Fondasi ketangguhan mental dibangun sejak masa kanak-kanak di lingkungan keluarga, kemudian diperkukuh oleh sistem pendidikan dasar dan menengah. Jika fondasi itu rapuh, perguruan tinggi tidak dapat—dan tidak seharusnya—dipaksa memikul seluruh beban kesalahan ketika terjadi krisis.

Di tengah arus digital yang serba cepat, muncul pula fenomena yang semakin memperburuk situasi: orang tua semakin menjauh dari tanggung jawab pendidikannya sendiri.

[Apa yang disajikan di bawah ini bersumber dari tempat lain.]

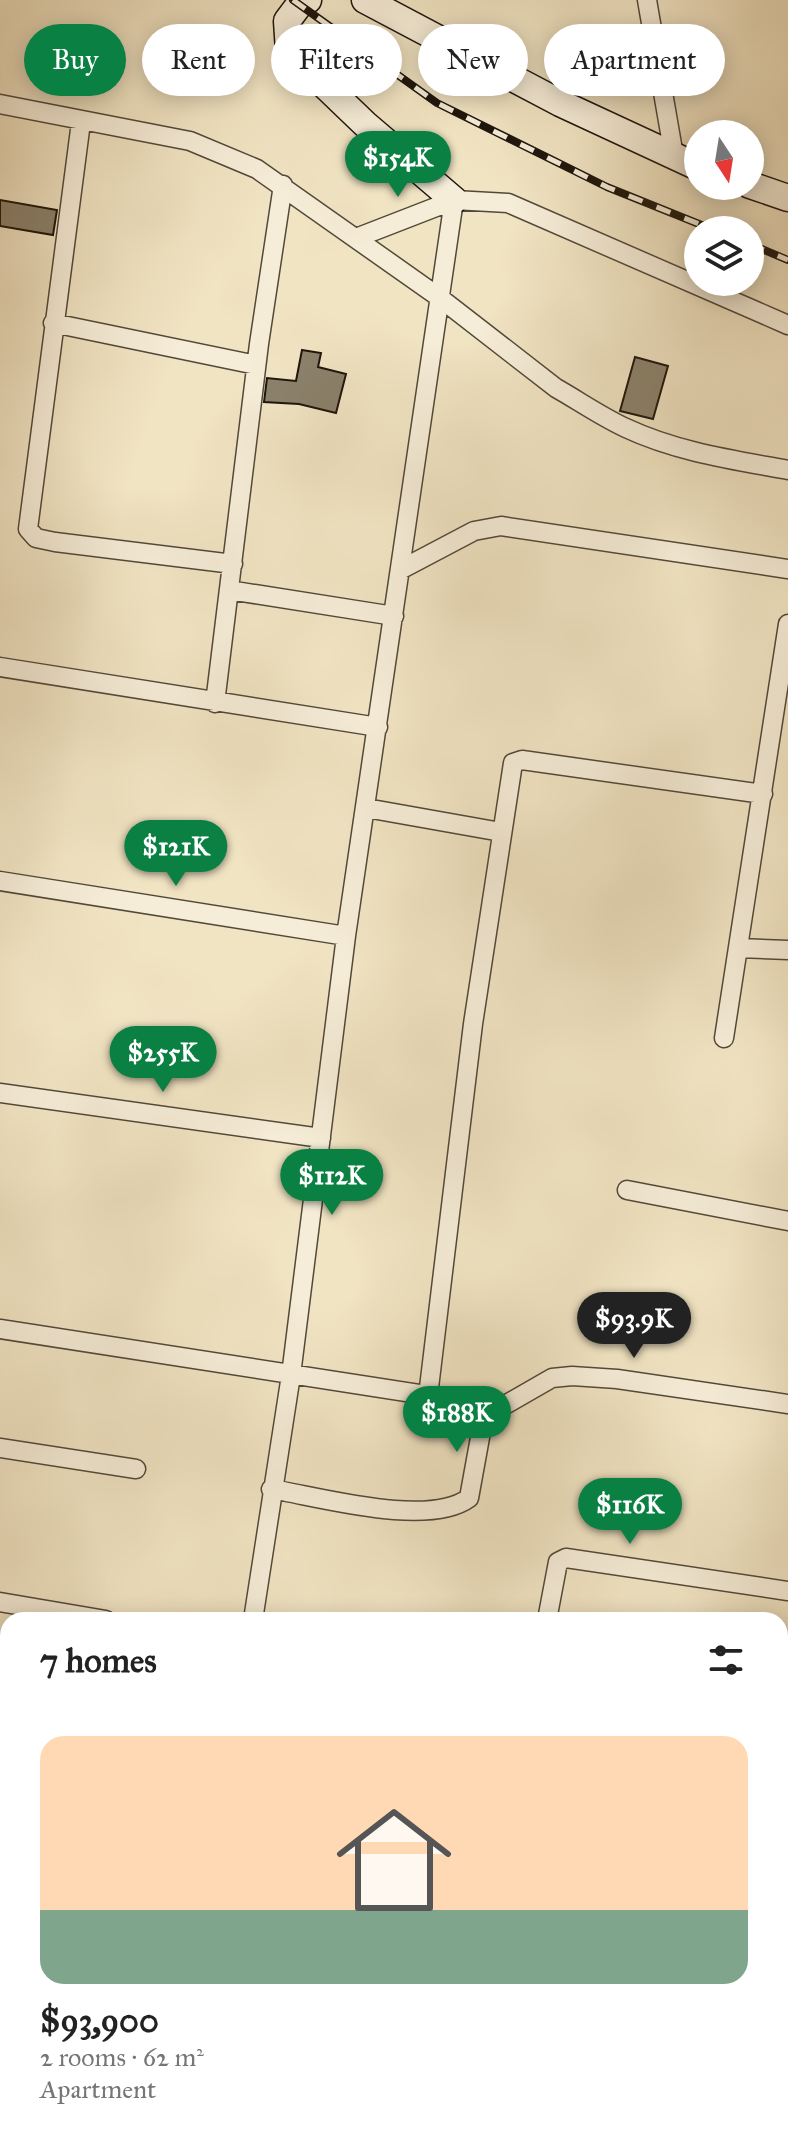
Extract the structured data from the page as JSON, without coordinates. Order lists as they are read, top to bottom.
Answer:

Banyak orang tua yang enggan menegur, melatih disiplin, atau mengajarkan ketahanan mental kepada anak—takut dicap “otoriter” atau “tidak modern”.

Sementara itu, ketika anak atau mahasiswa menghadapi masalah perilaku maupun tekanan mental, sebagian orang tua justru cepat mengalihkan kesalahan kepada guru dan dosen.

Sikap ini menciptakan relasi yang tidak proporsional antara orang tua dan anak, di mana anak tumbuh dengan rasa berhak yang tinggi namun daya tahan rendah; siap menuntut, tetapi tidak siap menghadapi konsekuensi.

Di sisi akademik, dosen pembimbing sering menjadi kambing hitam yang paling mudah. Tuduhan keras seperti “tidak empati”, “perfeksionis”, atau “menekan” sering kali dilontarkan tanpa memahami kenyataan beban kerja akademik yang amat kompleks.

Banyak dosen bekerja melampaui jam kerjanya—membalas pesan tengah malam, menyediakan waktu konsultasi di sela kesibukan, bahkan tetap membimbing mahasiswa ketika sedang terbebani kewajiban administratif, penelitian, dan publikasi.

Menyalahkan dosen tidak hanya tidak adil, tetapi juga menutup akar persoalan sebenarnya: kerapuhan ketahanan mental yang tidak dibangun sejak awal kehidupan seseorang.

Dalam konteks global, fenomena ini harus dilihat dari lensa Sustainable Development Goals (SDGs), khususnya SDG 3: Good Health and Well-being, yang menempatkan kesehatan mental sebagai bagian integral dari kesejahteraan manusia.

Penanganan krisis ini membutuhkan strategi holistik dan lintas sektor, bukan sekadar solusi tambal sulam di tingkat perguruan tinggi. Beberapa langkah penting yang wajib diprioritaskan antara lain:

Pendidikan karakter sejak dini, dengan pola asuh yang konsisten, hangat, dan tegas—menggabungkan empati dengan batasan yang jelas.

Penguatan literasi kesehatan mental di sekolah dasar dan menengah, termasuk kemampuan mengelola emosi, stres, frustasi, serta keterampilan penyelesaian masalah. 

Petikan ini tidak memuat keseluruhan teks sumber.